Exercise aim: Please copy each line from the entries that contains the string "strong".

Entries shown:
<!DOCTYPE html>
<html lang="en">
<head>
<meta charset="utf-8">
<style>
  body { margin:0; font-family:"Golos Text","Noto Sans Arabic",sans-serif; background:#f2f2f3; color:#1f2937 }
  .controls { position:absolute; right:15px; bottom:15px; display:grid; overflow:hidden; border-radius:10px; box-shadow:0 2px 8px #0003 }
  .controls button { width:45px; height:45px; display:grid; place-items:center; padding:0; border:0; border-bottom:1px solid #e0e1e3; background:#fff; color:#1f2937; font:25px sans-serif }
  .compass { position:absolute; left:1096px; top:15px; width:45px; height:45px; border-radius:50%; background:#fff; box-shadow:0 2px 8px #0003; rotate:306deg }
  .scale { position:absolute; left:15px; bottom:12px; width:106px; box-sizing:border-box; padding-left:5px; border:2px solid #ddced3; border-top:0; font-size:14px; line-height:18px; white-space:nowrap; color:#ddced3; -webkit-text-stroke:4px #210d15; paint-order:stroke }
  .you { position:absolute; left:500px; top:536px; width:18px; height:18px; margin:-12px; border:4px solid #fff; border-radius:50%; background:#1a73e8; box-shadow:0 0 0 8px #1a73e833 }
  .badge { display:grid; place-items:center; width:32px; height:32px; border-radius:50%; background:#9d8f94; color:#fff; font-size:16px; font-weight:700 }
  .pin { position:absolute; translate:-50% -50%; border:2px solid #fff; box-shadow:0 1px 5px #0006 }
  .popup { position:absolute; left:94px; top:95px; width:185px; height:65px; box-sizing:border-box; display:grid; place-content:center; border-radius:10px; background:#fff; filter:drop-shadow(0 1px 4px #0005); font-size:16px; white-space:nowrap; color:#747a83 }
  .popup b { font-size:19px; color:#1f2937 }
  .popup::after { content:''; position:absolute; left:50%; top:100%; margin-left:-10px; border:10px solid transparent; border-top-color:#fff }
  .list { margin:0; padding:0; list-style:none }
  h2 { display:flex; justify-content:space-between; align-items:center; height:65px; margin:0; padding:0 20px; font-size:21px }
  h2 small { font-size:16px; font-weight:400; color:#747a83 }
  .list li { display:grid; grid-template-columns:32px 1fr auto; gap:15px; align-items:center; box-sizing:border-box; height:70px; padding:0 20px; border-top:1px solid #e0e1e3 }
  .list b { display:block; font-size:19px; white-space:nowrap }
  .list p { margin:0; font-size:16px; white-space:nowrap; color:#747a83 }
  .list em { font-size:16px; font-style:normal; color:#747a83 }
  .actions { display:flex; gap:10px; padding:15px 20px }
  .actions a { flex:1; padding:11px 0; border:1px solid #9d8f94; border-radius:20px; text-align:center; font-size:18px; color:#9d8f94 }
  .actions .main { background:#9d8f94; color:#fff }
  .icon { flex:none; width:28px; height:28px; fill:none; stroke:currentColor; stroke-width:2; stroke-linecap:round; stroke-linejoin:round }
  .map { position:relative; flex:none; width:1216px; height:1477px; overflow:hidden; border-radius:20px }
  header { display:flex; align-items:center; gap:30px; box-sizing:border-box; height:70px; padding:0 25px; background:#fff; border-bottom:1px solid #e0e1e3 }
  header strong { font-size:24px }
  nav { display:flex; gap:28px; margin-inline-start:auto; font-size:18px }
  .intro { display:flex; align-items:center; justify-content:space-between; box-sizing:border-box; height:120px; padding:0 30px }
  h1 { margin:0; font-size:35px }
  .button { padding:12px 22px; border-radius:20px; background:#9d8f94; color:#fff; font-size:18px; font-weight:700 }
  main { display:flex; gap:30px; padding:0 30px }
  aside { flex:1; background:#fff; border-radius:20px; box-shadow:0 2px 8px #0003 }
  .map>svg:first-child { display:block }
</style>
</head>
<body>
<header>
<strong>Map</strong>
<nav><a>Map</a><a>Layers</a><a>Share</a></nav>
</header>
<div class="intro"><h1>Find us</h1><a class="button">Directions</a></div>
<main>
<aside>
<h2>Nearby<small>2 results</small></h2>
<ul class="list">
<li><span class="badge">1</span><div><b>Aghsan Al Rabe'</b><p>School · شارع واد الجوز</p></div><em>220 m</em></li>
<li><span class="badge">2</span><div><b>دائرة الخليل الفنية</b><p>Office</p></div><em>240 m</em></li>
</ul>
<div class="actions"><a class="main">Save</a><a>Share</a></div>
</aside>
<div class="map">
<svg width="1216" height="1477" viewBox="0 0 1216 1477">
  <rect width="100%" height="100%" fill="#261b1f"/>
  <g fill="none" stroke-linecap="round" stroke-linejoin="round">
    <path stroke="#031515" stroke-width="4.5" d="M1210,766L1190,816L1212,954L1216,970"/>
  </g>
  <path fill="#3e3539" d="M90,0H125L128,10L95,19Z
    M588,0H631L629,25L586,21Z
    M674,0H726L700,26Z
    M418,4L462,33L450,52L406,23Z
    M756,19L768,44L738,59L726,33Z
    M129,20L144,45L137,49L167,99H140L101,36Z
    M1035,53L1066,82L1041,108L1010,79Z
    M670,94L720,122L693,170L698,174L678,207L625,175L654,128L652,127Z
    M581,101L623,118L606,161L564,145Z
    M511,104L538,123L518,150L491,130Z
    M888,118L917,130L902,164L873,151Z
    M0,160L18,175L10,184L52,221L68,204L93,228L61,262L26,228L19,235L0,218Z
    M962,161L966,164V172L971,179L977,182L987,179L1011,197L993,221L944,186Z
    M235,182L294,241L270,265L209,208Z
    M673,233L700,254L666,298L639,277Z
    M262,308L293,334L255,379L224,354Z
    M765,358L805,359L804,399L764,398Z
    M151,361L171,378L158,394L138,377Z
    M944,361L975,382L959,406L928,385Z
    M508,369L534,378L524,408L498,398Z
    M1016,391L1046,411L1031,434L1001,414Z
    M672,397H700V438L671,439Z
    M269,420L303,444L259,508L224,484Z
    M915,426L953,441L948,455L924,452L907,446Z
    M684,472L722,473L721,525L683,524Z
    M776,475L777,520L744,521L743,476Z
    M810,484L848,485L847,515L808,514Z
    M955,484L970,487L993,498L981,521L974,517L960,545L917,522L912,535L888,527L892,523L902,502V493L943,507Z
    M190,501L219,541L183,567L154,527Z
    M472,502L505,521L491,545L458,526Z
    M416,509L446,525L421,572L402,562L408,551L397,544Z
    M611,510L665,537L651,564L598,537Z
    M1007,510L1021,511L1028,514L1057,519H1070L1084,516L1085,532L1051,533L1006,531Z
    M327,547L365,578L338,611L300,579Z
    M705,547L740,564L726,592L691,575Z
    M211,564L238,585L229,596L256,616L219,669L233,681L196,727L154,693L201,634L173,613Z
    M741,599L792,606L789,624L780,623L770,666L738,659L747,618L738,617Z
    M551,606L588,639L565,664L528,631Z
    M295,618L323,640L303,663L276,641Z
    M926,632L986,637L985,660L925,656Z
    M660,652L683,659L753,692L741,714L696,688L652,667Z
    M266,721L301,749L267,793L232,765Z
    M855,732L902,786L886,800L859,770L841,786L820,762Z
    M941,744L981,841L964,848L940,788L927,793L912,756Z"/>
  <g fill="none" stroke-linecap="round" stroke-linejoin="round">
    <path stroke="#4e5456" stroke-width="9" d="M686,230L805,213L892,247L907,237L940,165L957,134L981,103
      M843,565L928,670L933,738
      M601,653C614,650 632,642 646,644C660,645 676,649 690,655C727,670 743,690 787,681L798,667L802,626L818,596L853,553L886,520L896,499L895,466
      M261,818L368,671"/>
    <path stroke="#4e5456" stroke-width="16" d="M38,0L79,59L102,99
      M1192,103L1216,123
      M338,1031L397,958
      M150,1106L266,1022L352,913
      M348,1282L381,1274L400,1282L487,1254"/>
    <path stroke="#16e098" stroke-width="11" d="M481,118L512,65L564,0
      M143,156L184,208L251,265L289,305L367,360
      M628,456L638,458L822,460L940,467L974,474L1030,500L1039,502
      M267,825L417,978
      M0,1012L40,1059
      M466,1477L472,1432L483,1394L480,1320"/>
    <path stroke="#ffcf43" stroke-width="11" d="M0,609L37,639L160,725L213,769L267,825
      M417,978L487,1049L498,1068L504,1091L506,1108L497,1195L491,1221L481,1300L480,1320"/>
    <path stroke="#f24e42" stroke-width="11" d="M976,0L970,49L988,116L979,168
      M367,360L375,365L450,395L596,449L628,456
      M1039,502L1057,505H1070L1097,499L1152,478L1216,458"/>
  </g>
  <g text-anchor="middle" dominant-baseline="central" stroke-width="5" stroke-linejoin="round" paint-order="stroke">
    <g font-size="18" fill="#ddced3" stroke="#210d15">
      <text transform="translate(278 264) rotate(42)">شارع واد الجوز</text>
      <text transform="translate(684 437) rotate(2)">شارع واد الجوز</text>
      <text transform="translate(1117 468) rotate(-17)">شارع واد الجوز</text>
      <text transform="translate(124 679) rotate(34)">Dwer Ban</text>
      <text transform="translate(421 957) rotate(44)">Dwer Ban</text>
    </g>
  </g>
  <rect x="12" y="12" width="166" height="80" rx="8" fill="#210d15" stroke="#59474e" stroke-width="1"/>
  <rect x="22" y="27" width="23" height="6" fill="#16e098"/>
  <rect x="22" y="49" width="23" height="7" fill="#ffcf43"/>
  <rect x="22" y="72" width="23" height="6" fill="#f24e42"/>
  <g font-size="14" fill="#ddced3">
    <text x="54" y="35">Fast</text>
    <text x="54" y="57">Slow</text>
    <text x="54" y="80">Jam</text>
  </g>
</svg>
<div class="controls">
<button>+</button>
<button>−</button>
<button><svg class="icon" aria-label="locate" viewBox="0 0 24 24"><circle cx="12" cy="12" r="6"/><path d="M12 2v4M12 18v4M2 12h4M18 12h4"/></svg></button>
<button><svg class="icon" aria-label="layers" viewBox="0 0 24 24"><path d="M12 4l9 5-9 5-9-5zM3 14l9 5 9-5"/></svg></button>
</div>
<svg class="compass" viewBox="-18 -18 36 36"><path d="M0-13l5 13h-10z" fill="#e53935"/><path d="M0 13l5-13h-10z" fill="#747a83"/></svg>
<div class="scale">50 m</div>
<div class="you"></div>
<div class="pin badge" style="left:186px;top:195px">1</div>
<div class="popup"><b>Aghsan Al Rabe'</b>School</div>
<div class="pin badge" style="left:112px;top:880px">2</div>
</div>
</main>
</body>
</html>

Written response:
  header strong { font-size:24px }
<strong>Map</strong>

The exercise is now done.